As mentioned in the thyroid overlap section, levothyroxine dose may need downward adjustment as the gut heals. A prospective study in Thyroid (2012, N=34) found that a significant subset of hypothyroid patients with celiac disease required lower levothyroxine doses after 12 to 24 months on a strict GFD, with a mean dose reduction of approximately 17%. Similar absorption-dependent medications, including oral bisphosphonates, certain anticonvulsants, and some hormonal therapies, may also require dose review at 6-month intervals during mucosal recovery.
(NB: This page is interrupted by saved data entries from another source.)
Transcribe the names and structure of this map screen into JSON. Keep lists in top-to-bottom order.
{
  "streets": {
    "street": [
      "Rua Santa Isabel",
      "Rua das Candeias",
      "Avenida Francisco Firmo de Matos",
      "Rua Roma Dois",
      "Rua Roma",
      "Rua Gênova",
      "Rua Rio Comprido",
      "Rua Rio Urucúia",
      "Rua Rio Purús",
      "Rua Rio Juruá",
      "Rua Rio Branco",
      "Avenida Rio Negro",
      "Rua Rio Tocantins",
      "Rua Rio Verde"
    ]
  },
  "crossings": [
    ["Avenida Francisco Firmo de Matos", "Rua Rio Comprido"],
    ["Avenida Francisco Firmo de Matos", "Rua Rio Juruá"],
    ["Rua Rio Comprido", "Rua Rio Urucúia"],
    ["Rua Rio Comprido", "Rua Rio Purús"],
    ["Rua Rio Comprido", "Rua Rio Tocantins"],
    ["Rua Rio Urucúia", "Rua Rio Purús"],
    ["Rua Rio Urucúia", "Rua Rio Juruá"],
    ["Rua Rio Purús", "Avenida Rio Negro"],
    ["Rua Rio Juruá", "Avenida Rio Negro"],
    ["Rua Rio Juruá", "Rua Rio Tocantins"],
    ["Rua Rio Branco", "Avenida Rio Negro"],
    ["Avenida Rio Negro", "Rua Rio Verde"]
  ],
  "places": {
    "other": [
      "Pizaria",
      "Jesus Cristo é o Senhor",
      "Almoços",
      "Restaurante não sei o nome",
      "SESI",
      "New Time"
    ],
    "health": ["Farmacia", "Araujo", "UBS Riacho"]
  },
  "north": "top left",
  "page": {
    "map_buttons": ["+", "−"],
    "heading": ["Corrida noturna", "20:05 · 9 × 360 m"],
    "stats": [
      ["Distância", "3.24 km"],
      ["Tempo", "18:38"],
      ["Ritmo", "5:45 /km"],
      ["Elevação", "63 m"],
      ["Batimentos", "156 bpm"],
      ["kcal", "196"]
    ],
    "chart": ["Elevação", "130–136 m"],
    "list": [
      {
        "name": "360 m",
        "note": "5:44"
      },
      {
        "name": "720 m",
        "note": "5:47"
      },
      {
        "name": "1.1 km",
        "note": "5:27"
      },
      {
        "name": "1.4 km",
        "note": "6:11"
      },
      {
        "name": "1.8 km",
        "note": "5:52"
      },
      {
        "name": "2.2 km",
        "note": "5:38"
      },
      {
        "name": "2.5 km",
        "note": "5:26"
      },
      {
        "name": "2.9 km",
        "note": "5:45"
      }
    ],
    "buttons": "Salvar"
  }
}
Decision 4: Screening First-Degree Relatives

A positive celiac panel in one family member changes the management of their relatives. The ACG and American Gastroenterological Association both recommend offering serologic screening to first-degree relatives of confirmed celiac patients. The lifetime risk of celiac disease in first-degree relatives is approximately 10%, compared to roughly 0.7 to 1.4% in the general population. Identifying relatives early, before symptom onset, can prevent years of nutrient depletion and associated complications including osteoporosis and peripheral neuropathy.

Refractory Celiac Disease: When Numbers Stay High Despite the Diet

A small subset of celiac patients, estimated at 1 to 2% of diagnosed cases, fail to respond serologically or histologically to a strict GFD after 12 to 24 months. This is classified as refractory celiac disease (RCD) and requires specialist evaluation. A 2021 review in the World Journal of Gastroenterology distinguishes two subtypes: RCD type I (normal intraepithelial lymphocyte phenotype, better prognosis) and RCD type II (aberrant lymphocyte clone, risk of progression to enteropathy-associated T-cell lymphoma). Persistent tTG-IgA elevation beyond 24 months of confirmed GFD adherence should trigger referral to a gastroenterologist with celiac subspecialty experience, repeat biopsy with flow cytometry, and consideration of immunosuppressive therapy such as budesonide or, in RCD type II, cladribine.